Mais il reviendra plus concrètement sur ces sujets lors du vote du budget afin de faire part des
propositions que son groupe imagine pour Boucau dans le cadre contraint qui est désormais le
sien.
Monsieur le Maire répond que chacun s’est exprimé, qu’il y a beaucoup d’arguments et regrette
que les anciennes municipalités ne les aient pas mis en pratique.
Il annonce, au sujet du collège, que le 6 février dernier un courrier du Président du Conseil Général
est arrivé en mairie pour une relance concernant deux lettres, dont la première date de juin 2013,
restées sans réponse.
La municipalité se retrouve encore à traiter les problèmes de la mandature précédente.
Il dit que ses orientations budgétaires manquent peut-être d’ambition ou de vue à long terme
mais vu le contexte économique avec des finances contraignantes, il refuse de se prononcer.Il rappelle que lors de sa campagne électorale, il n’a fait aucune promesse pharaonique
contrairement à Monsieur Christophe MARTIN qui avait annoncé 30 % de logements sociaux en
moyenne. Cependant, le calcul réalisé avec l’assistant du Préfet démontrait que les 87 logements
apparaissant dans les objectifs préfectoraux étaient réalistes à condition qu’il y ait 100 % de
logements sociaux.
En outre, il indique qu’étant donné la démographie de plus en plus importante, il faudra assurer
les services publics avec du personnel.
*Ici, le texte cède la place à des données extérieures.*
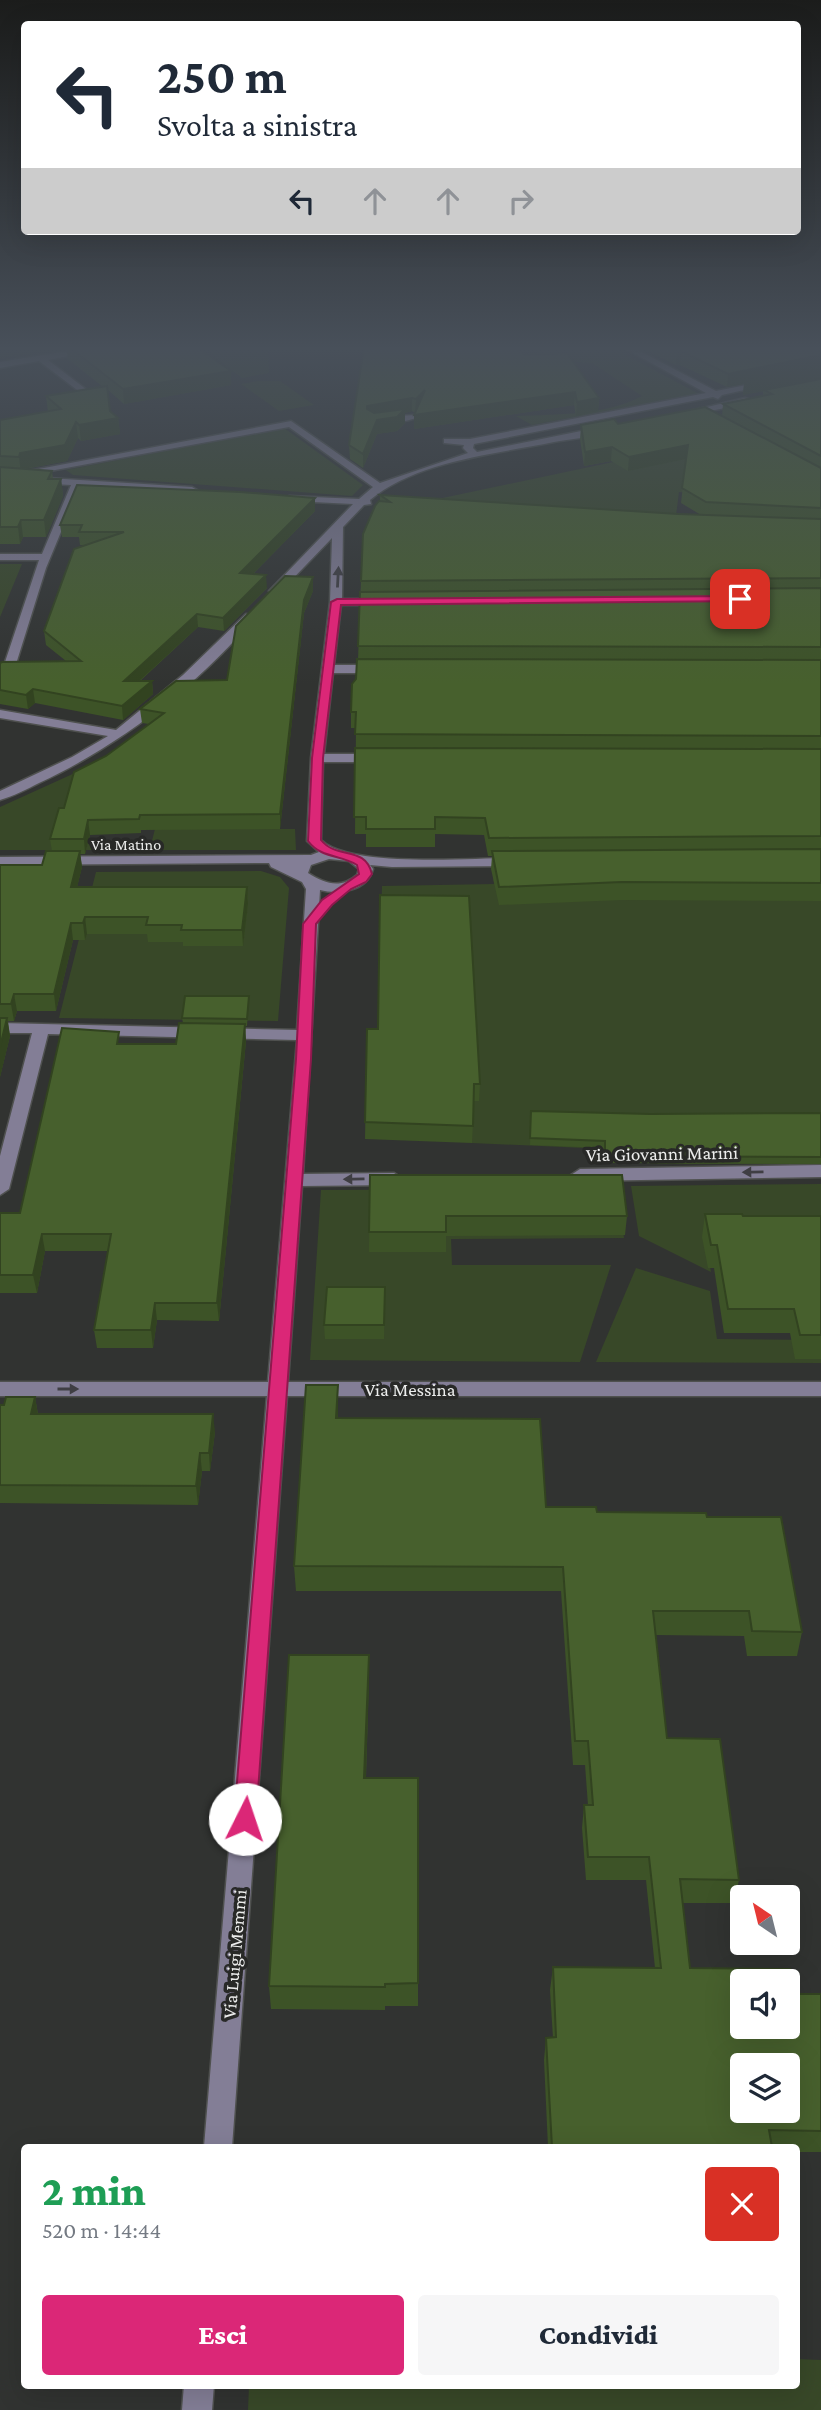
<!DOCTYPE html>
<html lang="it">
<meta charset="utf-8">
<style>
body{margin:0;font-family:"Crimson Pro",serif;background:#f6f6f7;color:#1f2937;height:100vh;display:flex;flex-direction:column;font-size:26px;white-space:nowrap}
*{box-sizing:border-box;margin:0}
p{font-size:23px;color:#747a83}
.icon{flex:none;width:38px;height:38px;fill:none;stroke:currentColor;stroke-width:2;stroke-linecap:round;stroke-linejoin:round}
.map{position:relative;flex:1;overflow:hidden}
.details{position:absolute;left:21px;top:2144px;width:779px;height:245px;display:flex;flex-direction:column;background:#fff;border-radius:7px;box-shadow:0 7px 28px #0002}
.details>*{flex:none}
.hud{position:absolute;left:21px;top:21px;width:780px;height:214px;border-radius:7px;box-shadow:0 7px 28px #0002;background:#fff;color:#1f2937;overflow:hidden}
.needle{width:46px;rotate:325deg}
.fabs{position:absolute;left:730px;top:1885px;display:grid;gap:14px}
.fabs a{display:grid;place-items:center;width:70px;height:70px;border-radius:7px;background:#fff;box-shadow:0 7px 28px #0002;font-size:35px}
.pin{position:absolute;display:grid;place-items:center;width:60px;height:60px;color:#fff;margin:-30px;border-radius:14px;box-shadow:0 4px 10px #0006}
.me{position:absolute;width:77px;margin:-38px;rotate:4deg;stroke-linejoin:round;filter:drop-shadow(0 0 5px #0008)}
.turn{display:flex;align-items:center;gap:24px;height:147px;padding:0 21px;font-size:32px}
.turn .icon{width:91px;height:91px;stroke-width:2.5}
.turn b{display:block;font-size:49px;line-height:60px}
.lanes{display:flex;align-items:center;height:66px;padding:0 21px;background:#0003;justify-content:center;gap:35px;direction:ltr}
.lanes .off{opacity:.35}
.round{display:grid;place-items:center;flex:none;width:74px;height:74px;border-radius:7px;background:#f6f6f7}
.summary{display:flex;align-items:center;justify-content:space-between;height:119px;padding:0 21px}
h1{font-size:42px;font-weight:800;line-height:52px;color:#1e9e55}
.primary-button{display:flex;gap:14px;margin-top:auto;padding:14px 21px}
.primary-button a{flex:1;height:80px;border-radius:7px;background:#db2777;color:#fff;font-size:28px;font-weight:800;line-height:80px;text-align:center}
.primary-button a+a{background:#f6f6f7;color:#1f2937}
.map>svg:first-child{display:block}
.green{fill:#384828}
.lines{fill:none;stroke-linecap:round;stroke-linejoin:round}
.minor-casing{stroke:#4f514f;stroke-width:3}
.minor{fill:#837e96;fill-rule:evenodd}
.wall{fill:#3d5327}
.shaded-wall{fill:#324320}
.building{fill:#47602d;stroke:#324320;stroke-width:2;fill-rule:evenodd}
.oneway{fill:#3f3e43}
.route{fill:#db2777;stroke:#8e194d;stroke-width:2}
.labels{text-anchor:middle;stroke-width:7;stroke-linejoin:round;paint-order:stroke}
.far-street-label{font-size:16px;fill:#ecedec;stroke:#282927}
.street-label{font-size:19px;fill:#ecedec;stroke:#282927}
</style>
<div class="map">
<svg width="821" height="2410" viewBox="0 0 821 2410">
<rect width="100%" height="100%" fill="#313331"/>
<g class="green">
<path d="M201,347h67l1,26 -27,5z"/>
<path d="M526,347h85l88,47 -167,31 -16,-9c42,-2 89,0 126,-20l-50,-33 -41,-3z"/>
<path d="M258,381h22l34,24 -35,6 -38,-27z"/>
<path d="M284,428l79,57 -11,11 -279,-21 -7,-5z"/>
<path d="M731,437l-8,58 -44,-3 -3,24 -243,-16z"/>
<path d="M0,564h22l-22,53z"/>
<path d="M99,762l-43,80 96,-1 3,-12h140l1,21h-296v-43z"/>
<path d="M261,871l19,6 9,11 -11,133 -219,-3 37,-146z"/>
<path d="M821,874v290h-170l-1,-13 -178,-8 -94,-100 4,-157 112,-2 -1,-7z"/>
<path d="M821,1184v53l-116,2 6,33 -72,-36 -8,-50z"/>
<path d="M619,1189l5,49 -173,1 1,26h159l-31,97 -270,-2 11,-170z"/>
<path d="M636,1268l74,23 7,48 104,1v23l-225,-1z"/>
<path d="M796,2359l25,1v50h-573l1,-25h547z"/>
</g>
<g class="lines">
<g class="minor-casing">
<g id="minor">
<path d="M93,347h20l-65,13 48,37v4l-3,1 -54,-41 -39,7v-6z"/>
<path d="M622,347h10l84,44 50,-10 4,3 -48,11 -4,4 -5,-2 -239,47 -1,4 4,4 124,-25 5,3c-13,8 -37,9 -52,12 -58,12 -138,19 -184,58l1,4 -7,1 -21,22 -1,72h40l6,3 -6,3h-41l-7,60h47l6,4 -6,4h-48l-9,81h53l6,4 -6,4h-54l-2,78c28,28 151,18 192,18l7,4 -7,4 -121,1 -22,-2 3,4c-6,22 -34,26 -53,21l-17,284 91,-1 9,6 -9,6 -92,1 -14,196h533v14h-534l-55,751h-28l63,-751h-267v-14h268l29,-342 -249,-6 -39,155 -9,6v-39l32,-123h-32v-10l297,7 9,-141 -4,-7 -31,-15 -2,-4 -269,2v-8l311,-2 8,-3 -12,-11 4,-83 19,-156 2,-64 -53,55 -10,-2 84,-87 -60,-3 -4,-1v-4l70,3 14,-12 -84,-60 -261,48 -5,-3 268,-51 89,62 88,-30 -5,-5 1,-3 -20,-2v-4h26l236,-46zM329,859l20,2 10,8 -2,6c-16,14 -32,9 -49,-2l3,-8z"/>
<path d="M745,398l3,1v4l-61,13 -5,-3z"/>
<path d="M415,415l2,2c-9,5 -32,8 -41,3l5,-3z"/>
<path d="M0,475l192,12 5,3 -5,3 -112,-7 -34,82 -30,96 -16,11v-9l5,-4 34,-102h-39v-6h42l29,-69 -71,-4z"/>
<path d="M246,614l10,2c-56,68 -137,130 -217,167 -12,6 -25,13 -39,17v-9l72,-34 36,-21 -108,-18v-8l116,20 67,-55z"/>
<path d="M821,1165v12l-241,4 -9,-6 9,-6z"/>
<path d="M184,2385h30l-2,25h-30z"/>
</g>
</g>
<use href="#minor" class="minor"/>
</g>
<g class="wall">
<path d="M0,347h197l34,24v14l-107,19 -16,-14 2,21 8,7 2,16 -39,7 -3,-3 -11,23 -42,8 27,2 1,8h8l2,17 -17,41h-23l-3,7h-20v-124l48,-8 -2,-16 57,-9 -35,-28 -2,-11z"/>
<path d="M364,347l160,8 75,43 -1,13 -22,5 -2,-11 -160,24 1,-16 -3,-2 -7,2v10l-8,8 -20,3 -14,34 -13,-9 -1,-14z"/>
<path d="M640,347h181v554l-200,-1 -122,5 -8,-36 1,-13h-4l-4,-21 -49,-1v13h-69v-13h-11l1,-106h-5v-16l5,-33 2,-20 3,-78 19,-79v-7l321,20 -20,-12 5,-44 -58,12 -17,-10 -27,5 -4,-27 1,-14 37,-1 104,-8 1,-12 40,-8v-5l-20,4 1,-11 -17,3 -47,-22h-4z"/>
<path d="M315,498v13l-62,63 14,14 -43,43 -26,-4 -58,54h12l1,13 -30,26 -88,-17 -7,6 -28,-5v-41l66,-2 -20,-16 -2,-14 43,-86h-7l-1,-8h-17l-2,-12z"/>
<path d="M313,577v14l-9,22 -24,216 -139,1v3l-51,2 -5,19h-5l2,13 -5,20h170l1,17 -5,42h-60v-4h-35l-1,-8h-60l-2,6h-12l-17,71h-39l-3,10h-6l2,15 -10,41v-212h42l10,-14 -2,-12 14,-31 42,-52 43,-32 -7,-1 -2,-14 87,-29z"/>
<path d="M249,996l-2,30h-2l1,15 -27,280 -62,-1 -4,28h-56l-3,-18 14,-79h-63l-8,42h-37v-80h20l101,-169h55l7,-21 -1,-5z"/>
<path d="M367,1029l113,55 -1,17h-5l-2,42 -107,-4z"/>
<path d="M531,1111l119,3 171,-1v51l-216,-1v-15l-75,-3z"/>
<path d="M370,1175l257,41 -2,19 -179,1v16h-77z"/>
<path d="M705,1214l38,2h78v143h-26l-5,-26h-66l-10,-65h-6l-6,-31z"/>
<path d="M385,1287l-1,52h-59l-1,-14z"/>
<path d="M35,1397l3,17 177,18 -5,39h-8l-4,34 -198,-2v-98h4z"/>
<path d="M338,1409v9l208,89 51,5 110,5 95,115 -5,24h-50l-3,-20 -88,-1 11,103 72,142 -5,23h-51l7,65 103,26h28v158h-25v-5h-248l-4,-87 2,-22h7l-3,-48 3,-23 102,1 -9,-88h-60l-4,-52 2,-23h4l-3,-40h-12l-12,-174h-265l-2,-25z"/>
<path d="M369,1680l-3,98h52v228h-33v4l-114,-1 -2,-23z"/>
</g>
<g class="shaded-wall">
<path d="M0,347h66v1l-66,10z"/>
<path d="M681,351l-1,14h-4l1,-13z"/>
<path d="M821,355v26l-78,14 1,-11 -17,3 1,-13z"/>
<path d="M231,371v14l-107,19 -1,-15z"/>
<path d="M425,390l-10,23 1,-14z"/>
<path d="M575,392l-1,13 -160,24v-14z"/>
<path d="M412,398v13l-7,2v10l-8,8 -20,3 -14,34v-14l4,-34v-14z"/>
<path d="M599,398l-1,13 -22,5 1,-14z"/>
<path d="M118,418l2,16 -39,7 -2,-16z"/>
<path d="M76,422l2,16 -11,23 -44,8 -2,5 -2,-17 1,-4z"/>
<path d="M688,445l-2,14 -58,12 1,-14z"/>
<path d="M612,447l-1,14 -27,5 1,-14z"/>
<path d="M61,479l2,17 -17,41 -2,-17z"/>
<path d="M315,498v13l-74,75 -1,-13z"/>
<path d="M21,520l2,17 -3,7 -2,-17z"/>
<path d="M266,575l1,13 -43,43 -1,-13z"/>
<path d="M313,577v14l-9,22 -24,216v-15l24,-214z"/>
<path d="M197,614l1,13 -73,67 -1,-13z"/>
<path d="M152,681l1,13 -30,26 -1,-14z"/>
<path d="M33,689l2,14 -7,6 -2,-14z"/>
<path d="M88,820l2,15 -5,19 -1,-15z"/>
<path d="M80,851l2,16 -9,37 -2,-17z"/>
<path d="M247,887l1,17 -5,42 -1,-16z"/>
<path d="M85,917l2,17 -2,6 -2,-17z"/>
<path d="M71,923l2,17 -17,71 -2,-17z"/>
<path d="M14,994l3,17 -3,10 -3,-17z"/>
<path d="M7,1018l3,18 -10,41v-30z"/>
<path d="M245,1024l1,17 -27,280 -2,-18z"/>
<path d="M42,1234l3,17 -8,42 -4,-18z"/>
<path d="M155,1303l2,17 -4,28 -2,-18z"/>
<path d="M338,1385v24l-1,34 -1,-25z"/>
<path d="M35,1397l3,18 -7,-1z"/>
<path d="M213,1414l2,18 -5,39 -1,-18z"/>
<path d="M200,1453l2,18 -4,34 -2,-19z"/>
<path d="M369,1655v25l-4,121 -1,-23z"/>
</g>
<g class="building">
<path d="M69,347h128l34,24 -108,18z"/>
<path d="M364,347h154l6,8 43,-2 32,45 -22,4 -2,-10 -161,23 11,-25 -9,9 -4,-1 -45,8v3l7,4 31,-4 -8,8 -20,3 -14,34 -14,-9z"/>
<path d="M667,347h154v8l-93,19 -47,-23 -4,1z"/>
<path d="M821,367v1l-77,13z"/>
<path d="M821,379v77l-98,-52 49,-10 -8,-4z"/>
<path d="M107,386l3,25 8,7 -39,7 -3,-3 -11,23 -45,8 -1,4 -19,-1v-36l61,-11 -15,-13z"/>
<path d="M705,407l116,61v40l-115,-6 -24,-14 6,-43 -59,12 -17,-10 -27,5 -4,-27 33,-6 4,5z"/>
<path d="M0,467l52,4 -4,8h13l-17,41h-23l-3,7h-18z"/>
<path d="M77,485l163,7 75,6 -75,75 26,2 -43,43 -26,-4 -73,67h28l-30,25 -89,-17 -7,6 -26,-5v-27l2,-1 79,-1 -37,-30 30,-82 50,-17h-45l3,-7h-22z"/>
<path d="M380,495l298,19 143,5v59l-460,3 2,-47 12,-28 4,-5 11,1z"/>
<path d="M285,576l28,1 -9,23 -24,214 -140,1 -1,4 -51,1 -4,19h-34l9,-31h5l10,-36 32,-16 58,-43 -24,-4 36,-28 51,-1 9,-54z"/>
<path d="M821,588v59l-463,-1 2,-54z"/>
<path d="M357,659l464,1v76l-466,-2 1,-22h-5l1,-28 4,-5z"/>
<path d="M355,748l466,1v87l-332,2 -4,-20 -50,-1v12h-69v-12h-12z"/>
<path d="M821,849v34l-199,-1 -123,5 -7,-36z"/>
<path d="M46,851h34l-9,36h176l-5,43h-61l1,-5h-36l2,-8h-63l-2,6h-12l-17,71h-40l-3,10h-11v-139h42z"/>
<path d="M380,895l89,1 11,188h-6l-1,42 -108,-4 2,-93h11z"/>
<path d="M185,996h64l-2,23 -65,-1z"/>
<path d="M0,1018h7l-7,29z"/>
<path d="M179,1023l66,1 -28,279h-62l-4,27h-57l17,-96h-69l-9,41h-33v-62h20l42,-185 57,4 -2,12h59z"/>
<path d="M531,1111l119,3 171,-1v44l-216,-1v-15l-75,-3z"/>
<path d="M370,1175h252l5,41h-181v16h-77z"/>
<path d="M705,1214h37l1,2h78v119h-21l-6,-26h-66l-11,-64h-6z"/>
<path d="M327,1287h58l-1,38h-60z"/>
<path d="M306,1385h32l-2,33 204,1 6,88h50l1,5 109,1 1,4h74l21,115 -50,-1 -3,-20h-96l14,127 53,1 19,141 -59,-1 10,89 100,1 3,25h28v137l-52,-1 3,17h-220l-6,-109 10,-1 -3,-70 108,1 -12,-111h-61l-4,-52h9l-5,-64h-13l-12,-174 -269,-1zM742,1981h46v45h-46zM742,2065h46v45h-46z"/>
<path d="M6,1397h29l-4,17h182l-4,39h-9l-4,33 -196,-1v-80h4z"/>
<path d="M289,1655h80l-5,123h54v205l-33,1v3l-116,-1z"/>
</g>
<defs><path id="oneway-solid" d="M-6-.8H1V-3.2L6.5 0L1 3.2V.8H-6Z" transform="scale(1.75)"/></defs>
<g class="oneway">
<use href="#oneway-solid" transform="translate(338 577) rotate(-87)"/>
<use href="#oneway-solid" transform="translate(753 1172) rotate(179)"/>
<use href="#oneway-solid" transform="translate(354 1179) rotate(179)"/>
<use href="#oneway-solid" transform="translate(68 1389)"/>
</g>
<linearGradient id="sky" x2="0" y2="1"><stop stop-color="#1b1c1b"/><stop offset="0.51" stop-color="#48505a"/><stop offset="1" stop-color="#48505a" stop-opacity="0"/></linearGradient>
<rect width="821" height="684" fill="url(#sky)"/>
<path class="route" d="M740,596l5,3 -1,2 -403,4 -18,153 -2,82c16,20 44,5 51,34l-6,8 -15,7 -19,16 -16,19 -5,135 -55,760 -3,7 -8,3 -8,-3 -3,-7 62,-760 7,-135 19,-24 37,-26 -2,-9c-17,-11 -35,-6 -49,-24l4,-83 19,-156 6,-3z"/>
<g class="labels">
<g class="far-street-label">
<text x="126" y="850">Via Matino</text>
</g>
<g class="street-label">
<text transform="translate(662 1153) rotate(-1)" y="7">Via Giovanni Marini</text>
<text x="410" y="1396">Via Messina</text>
<text transform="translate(234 1954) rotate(-85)" y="7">Via Luigi Memmi</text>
</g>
</g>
</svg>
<div class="fabs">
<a><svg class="needle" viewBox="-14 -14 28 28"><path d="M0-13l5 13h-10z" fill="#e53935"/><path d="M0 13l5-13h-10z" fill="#747a83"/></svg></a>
<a><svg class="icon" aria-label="sound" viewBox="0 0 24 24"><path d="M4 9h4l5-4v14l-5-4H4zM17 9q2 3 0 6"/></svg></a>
<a><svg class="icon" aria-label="layers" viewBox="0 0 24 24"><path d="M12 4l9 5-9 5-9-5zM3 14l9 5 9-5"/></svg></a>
</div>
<div class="pin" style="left:740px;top:599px;background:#d93025"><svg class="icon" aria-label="arrive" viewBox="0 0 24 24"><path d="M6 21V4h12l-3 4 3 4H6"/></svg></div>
<svg class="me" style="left:245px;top:1819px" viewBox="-20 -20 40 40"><circle r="19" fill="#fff"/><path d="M0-13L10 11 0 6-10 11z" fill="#db2777"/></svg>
<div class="hud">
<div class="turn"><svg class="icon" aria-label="left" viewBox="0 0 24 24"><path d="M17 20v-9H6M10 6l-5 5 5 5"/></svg><div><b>250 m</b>Svolta a sinistra</div></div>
<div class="lanes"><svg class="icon" aria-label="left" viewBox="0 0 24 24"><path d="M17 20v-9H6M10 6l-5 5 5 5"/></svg><svg class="icon off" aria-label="ahead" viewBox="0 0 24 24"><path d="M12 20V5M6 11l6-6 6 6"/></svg><svg class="icon off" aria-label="ahead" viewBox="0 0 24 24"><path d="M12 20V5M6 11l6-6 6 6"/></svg><svg class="icon off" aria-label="right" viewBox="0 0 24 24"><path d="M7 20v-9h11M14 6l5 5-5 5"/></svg></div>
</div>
<section class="details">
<div class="summary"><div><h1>2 min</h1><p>520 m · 14:44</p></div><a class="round" style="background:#d93025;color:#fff"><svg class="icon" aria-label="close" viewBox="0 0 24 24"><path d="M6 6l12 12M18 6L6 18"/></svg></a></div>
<div class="primary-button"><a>Esci</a><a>Condividi</a></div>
</section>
</div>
Diminuer le fonctionnement sera bien difficile dans ces
conditions.
Il regrette que ses orientations ne soient pas assez optimistes, mais la majorité en place tient
compte des chiffres recueillis.
Il confirme à Monsieur Jean Pierre CRESPO qu’il y a bien 350 000 € de réelle différence concernant
les deux projets des places et s’engage à lui communiquer, à nouveau, les éléments.
Il déplore que l’opposition lui reproche sa vigilance concernant les deniers publics.
Madame Marie Ange THEBAUD intervient pour rappeler que l’équipe municipale porte la voie de
Boucau au sein de l’intercommunalité dans de nombreux domaines : PLH, transport urbain,
assainissement, eau, PLUi.
Elle réagit concernant les logements pour les personnes handicapées aux résidences Pierre Lousse
dont les logements ne sont pas adaptés car équipés de baignoires. Elle confirme, après avoir
échangé avec le bailleur social, que cette opération a été réalisée dans le cadre d’une vente en
l’état futur d’achèvement (VEFA), ce qu’elle regrette.